With a screenplay co-written by Omar Khan and Mondo Macabro head honcho Pete Tombs, this is a Pakistani riff on mid-seventies horror. Over the years, Tombs has been an invaluable force as genre film scholar and distributor, which makes it somewhat disappointing his first production favours slasher film clichés over anything more distinctive or eccentric. Local genre icon Rehan plays “Crazy Ralph” and a few zombies chow down on entrails while electronic music (composed by former Eyeball scribe Stephen Thrower) mimics Goblin’s famous theme from Dawn of the Dead (1978), but the most obvious borrowings come from The Texas Chain Saw Massacre (1973). From the teens stalked by crazy backwoods family scenario, Khan’s sweaty mise-en-scene (ambient sound effects, cutaways to creepy-crawlies, dead animal décor), the loopy priest playing Edwin Neal, and Pakistan’s transvestite answer to Leatherface, it comes perilously close to being a carbon copy.
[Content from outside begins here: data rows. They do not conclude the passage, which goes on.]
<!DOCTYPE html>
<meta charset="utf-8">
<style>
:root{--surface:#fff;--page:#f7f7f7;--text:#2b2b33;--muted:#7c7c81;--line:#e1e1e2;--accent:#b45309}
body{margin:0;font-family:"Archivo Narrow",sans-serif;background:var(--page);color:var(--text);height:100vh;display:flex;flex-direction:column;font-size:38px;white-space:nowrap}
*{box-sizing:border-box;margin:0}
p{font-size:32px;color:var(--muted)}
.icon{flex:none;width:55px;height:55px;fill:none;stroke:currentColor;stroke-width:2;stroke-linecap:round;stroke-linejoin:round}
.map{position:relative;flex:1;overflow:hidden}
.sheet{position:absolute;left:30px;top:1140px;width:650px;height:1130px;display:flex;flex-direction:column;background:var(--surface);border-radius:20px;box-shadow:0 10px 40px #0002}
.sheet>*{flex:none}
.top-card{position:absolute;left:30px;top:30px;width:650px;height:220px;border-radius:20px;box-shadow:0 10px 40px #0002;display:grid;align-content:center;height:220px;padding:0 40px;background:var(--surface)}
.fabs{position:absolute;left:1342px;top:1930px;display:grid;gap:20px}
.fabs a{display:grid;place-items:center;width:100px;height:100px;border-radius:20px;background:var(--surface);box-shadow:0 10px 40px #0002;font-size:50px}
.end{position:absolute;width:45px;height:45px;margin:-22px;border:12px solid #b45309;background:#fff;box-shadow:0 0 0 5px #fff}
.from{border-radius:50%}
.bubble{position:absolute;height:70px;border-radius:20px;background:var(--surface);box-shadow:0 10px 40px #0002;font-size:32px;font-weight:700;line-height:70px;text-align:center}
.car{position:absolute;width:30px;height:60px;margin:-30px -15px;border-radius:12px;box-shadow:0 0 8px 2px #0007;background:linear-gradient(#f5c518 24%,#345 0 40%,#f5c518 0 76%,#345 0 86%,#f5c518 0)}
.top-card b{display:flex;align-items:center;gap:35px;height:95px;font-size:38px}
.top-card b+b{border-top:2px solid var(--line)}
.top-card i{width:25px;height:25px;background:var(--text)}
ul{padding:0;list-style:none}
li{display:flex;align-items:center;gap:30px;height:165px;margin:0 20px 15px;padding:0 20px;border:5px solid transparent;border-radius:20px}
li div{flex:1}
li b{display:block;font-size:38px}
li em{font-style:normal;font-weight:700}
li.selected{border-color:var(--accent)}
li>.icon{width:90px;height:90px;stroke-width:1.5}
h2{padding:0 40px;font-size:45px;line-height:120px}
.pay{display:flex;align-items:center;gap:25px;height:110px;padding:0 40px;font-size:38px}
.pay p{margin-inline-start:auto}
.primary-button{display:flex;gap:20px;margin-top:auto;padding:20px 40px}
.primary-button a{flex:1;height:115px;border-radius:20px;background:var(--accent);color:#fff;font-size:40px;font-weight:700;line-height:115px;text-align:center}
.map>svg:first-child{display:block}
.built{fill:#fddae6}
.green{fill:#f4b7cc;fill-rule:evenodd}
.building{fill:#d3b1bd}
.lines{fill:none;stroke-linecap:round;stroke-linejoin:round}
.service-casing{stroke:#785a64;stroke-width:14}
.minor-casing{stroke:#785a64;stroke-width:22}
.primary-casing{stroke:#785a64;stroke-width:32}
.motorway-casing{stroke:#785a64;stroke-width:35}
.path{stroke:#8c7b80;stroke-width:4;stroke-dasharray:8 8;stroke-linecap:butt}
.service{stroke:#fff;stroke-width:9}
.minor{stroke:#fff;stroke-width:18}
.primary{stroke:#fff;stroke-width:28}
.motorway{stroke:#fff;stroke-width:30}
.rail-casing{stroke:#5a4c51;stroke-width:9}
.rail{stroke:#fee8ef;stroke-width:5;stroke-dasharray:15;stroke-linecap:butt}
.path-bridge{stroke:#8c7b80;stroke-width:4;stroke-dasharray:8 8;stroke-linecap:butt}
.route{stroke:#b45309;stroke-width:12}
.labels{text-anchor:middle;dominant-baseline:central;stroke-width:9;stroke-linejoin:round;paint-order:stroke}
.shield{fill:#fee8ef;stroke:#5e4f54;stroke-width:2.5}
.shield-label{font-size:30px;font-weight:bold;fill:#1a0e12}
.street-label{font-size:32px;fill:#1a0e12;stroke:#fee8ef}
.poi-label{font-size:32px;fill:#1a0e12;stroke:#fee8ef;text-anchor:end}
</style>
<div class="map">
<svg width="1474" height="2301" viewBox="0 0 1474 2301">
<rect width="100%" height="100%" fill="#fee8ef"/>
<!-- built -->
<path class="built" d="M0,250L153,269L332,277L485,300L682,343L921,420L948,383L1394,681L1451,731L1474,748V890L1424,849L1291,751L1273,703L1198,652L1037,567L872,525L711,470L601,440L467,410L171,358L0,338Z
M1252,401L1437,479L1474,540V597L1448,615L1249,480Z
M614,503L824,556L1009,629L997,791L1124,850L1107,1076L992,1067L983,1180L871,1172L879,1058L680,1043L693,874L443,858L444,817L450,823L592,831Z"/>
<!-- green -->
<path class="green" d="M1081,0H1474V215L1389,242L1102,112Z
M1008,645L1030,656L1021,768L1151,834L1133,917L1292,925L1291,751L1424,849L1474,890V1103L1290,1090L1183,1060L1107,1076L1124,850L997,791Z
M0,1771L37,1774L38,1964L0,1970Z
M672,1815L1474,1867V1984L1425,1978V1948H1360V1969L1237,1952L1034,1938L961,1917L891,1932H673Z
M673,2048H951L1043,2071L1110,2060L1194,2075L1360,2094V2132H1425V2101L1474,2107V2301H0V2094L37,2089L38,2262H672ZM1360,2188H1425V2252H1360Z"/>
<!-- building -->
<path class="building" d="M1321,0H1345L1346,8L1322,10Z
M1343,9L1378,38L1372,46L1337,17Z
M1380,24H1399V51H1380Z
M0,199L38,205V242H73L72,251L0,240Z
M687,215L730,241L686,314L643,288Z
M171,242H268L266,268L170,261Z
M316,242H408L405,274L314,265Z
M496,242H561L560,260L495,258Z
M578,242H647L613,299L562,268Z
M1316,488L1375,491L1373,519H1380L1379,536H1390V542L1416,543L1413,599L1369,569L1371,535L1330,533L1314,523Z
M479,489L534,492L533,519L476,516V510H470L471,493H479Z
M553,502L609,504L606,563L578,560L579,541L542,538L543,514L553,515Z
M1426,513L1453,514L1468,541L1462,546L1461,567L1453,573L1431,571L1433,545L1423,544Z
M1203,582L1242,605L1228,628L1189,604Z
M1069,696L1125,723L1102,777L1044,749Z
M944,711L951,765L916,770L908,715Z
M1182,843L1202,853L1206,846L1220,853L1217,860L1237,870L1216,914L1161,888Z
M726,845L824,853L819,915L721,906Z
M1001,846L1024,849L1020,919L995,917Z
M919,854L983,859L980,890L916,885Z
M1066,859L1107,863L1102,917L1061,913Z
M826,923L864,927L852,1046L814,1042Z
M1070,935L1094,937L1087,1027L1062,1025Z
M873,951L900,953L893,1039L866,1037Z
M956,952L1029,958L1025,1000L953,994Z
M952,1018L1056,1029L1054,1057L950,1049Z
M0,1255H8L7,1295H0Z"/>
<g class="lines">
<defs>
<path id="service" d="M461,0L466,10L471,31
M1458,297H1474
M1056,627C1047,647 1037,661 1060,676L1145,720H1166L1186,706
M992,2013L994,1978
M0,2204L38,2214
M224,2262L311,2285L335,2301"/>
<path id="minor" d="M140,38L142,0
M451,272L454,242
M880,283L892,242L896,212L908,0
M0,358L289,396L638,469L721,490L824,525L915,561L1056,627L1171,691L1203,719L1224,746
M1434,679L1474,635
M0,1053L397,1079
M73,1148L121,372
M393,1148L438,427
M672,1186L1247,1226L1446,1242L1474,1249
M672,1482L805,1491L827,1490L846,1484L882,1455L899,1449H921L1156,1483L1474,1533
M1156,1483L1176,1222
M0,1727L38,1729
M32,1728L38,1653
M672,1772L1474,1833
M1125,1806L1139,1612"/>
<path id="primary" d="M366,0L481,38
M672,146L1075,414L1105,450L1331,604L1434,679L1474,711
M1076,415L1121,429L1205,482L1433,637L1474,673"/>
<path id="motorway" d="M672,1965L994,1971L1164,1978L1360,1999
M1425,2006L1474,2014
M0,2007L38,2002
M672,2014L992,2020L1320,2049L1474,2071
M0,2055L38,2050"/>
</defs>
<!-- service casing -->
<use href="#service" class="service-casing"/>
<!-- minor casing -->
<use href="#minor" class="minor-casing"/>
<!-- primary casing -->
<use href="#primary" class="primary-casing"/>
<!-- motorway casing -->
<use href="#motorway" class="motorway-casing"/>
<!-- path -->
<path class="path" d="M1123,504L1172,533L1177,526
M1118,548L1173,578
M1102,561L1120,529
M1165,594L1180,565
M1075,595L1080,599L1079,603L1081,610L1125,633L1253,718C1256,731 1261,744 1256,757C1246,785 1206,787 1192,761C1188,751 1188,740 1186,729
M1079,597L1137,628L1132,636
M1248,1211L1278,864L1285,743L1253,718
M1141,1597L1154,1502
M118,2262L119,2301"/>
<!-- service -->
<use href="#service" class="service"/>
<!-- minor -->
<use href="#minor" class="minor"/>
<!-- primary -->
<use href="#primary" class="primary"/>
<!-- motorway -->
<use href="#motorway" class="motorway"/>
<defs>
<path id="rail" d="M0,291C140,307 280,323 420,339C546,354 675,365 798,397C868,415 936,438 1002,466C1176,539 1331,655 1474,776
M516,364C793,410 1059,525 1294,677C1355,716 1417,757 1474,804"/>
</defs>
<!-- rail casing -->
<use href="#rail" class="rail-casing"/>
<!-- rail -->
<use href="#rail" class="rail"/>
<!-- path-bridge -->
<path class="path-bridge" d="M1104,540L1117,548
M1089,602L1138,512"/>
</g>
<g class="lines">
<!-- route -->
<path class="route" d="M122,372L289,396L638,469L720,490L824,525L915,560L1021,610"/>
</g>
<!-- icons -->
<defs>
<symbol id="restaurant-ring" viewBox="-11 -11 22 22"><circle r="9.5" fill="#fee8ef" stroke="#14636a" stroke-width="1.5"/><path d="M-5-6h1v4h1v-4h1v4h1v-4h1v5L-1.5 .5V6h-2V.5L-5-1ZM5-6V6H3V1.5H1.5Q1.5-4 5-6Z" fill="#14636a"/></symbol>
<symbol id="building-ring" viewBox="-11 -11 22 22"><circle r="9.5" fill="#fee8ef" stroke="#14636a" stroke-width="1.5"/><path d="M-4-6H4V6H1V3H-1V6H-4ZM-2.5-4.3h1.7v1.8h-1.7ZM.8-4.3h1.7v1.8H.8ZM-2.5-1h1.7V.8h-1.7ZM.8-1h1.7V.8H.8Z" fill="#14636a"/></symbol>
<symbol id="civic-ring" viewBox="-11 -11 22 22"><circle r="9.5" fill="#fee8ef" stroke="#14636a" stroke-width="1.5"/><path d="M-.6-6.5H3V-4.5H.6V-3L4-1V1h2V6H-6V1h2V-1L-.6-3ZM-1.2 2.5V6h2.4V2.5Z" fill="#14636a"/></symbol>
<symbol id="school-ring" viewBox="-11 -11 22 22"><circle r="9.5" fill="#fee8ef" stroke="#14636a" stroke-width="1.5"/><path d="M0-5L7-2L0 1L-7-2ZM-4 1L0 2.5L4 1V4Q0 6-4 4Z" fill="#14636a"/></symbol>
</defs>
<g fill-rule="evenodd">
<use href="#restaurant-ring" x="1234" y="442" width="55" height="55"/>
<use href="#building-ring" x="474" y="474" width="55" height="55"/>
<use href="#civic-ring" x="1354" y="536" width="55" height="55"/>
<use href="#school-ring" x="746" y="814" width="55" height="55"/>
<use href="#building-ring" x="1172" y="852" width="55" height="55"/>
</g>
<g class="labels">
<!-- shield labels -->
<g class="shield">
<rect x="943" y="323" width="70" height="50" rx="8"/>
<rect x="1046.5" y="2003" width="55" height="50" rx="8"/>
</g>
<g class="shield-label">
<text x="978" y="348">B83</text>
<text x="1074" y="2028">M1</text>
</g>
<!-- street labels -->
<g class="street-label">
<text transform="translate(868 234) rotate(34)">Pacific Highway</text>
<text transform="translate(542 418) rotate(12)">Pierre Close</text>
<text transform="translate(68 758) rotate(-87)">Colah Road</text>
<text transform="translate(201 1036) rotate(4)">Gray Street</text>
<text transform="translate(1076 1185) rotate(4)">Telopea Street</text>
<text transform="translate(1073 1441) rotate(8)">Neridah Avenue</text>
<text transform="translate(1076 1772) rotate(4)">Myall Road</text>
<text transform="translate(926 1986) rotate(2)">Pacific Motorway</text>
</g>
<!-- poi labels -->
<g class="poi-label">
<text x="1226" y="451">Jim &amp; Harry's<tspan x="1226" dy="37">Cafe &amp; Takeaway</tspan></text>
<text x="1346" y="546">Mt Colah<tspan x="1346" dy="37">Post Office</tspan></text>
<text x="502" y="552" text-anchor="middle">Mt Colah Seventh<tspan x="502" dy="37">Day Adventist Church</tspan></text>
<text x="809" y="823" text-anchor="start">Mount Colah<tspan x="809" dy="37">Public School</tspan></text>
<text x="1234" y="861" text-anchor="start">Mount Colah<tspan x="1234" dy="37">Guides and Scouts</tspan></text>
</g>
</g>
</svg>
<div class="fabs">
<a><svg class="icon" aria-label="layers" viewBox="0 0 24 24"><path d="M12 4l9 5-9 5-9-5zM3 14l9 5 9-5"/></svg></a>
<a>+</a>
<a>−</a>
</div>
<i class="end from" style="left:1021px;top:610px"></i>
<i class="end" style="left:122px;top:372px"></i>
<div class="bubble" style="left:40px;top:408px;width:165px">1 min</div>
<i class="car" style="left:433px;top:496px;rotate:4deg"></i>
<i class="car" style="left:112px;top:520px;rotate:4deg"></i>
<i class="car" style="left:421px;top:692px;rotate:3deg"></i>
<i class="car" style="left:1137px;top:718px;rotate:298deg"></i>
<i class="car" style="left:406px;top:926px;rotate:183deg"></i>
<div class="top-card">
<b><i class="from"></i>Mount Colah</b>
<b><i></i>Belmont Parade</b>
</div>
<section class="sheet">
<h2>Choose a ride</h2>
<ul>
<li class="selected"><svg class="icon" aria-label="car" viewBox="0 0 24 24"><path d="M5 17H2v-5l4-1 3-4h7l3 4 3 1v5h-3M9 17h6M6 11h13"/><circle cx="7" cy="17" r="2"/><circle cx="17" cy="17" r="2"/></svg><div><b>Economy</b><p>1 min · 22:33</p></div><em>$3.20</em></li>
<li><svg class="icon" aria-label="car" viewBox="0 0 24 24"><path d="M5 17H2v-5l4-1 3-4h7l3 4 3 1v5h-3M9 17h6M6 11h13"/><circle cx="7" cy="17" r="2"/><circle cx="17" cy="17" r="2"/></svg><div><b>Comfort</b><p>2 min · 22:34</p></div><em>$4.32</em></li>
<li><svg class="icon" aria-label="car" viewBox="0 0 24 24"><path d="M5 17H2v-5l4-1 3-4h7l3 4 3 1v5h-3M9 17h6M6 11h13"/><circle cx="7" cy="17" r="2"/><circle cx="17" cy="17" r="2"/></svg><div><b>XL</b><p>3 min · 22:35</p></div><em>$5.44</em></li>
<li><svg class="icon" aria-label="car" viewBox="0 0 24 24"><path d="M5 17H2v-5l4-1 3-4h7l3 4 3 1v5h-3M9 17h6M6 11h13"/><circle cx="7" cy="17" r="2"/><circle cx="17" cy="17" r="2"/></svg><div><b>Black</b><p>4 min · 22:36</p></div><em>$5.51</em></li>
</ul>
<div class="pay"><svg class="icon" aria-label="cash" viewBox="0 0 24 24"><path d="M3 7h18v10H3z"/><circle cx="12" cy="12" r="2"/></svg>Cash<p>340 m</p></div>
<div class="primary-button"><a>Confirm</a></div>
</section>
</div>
That irritating, conservative streak common to American slasher movies is even more pronounced here. Dope-smoking O.J. and surly, foul-mouthed Roxy (who is mean to her mum) might as well have “victim” rubberstamped on their foreheads, while even good girl Ayesha is marked guilty for lying to her parents and ignoring her faith. When Deewana says they are on the road to hell, he’s being both literal and commenting on Pakistani youth. Such po-faced moralising is par for the course in this genre but still hard to take. In terms of plot and subtext this is too messy to inspire repeat viewings, with fumbled subplots including Simon’s relationship with his dad (who hates his hardworking son for trying to better himself), mass protests about water pollution and the whole zombie virus angle - which winds up nonsensical.
On the other hand, Hell’s Ground is laced with some clever touches and subtlety, with the villain’s appearance foreshadowed by a scene with transvestite hookers. Khan fumbles the pace during the gory killings, but his visual trickery invokes a palpable sense of menace with skewed angles and sinister décor. His use of comic book panels between scenes proves fun, even if it leaves viewers slightly unsure whether this is meant to be camp or not. Kudos also for the scene featuring a shameless plug for Mondo Macabro DVDs. The spirit of exploitation filmmaking is alive and well.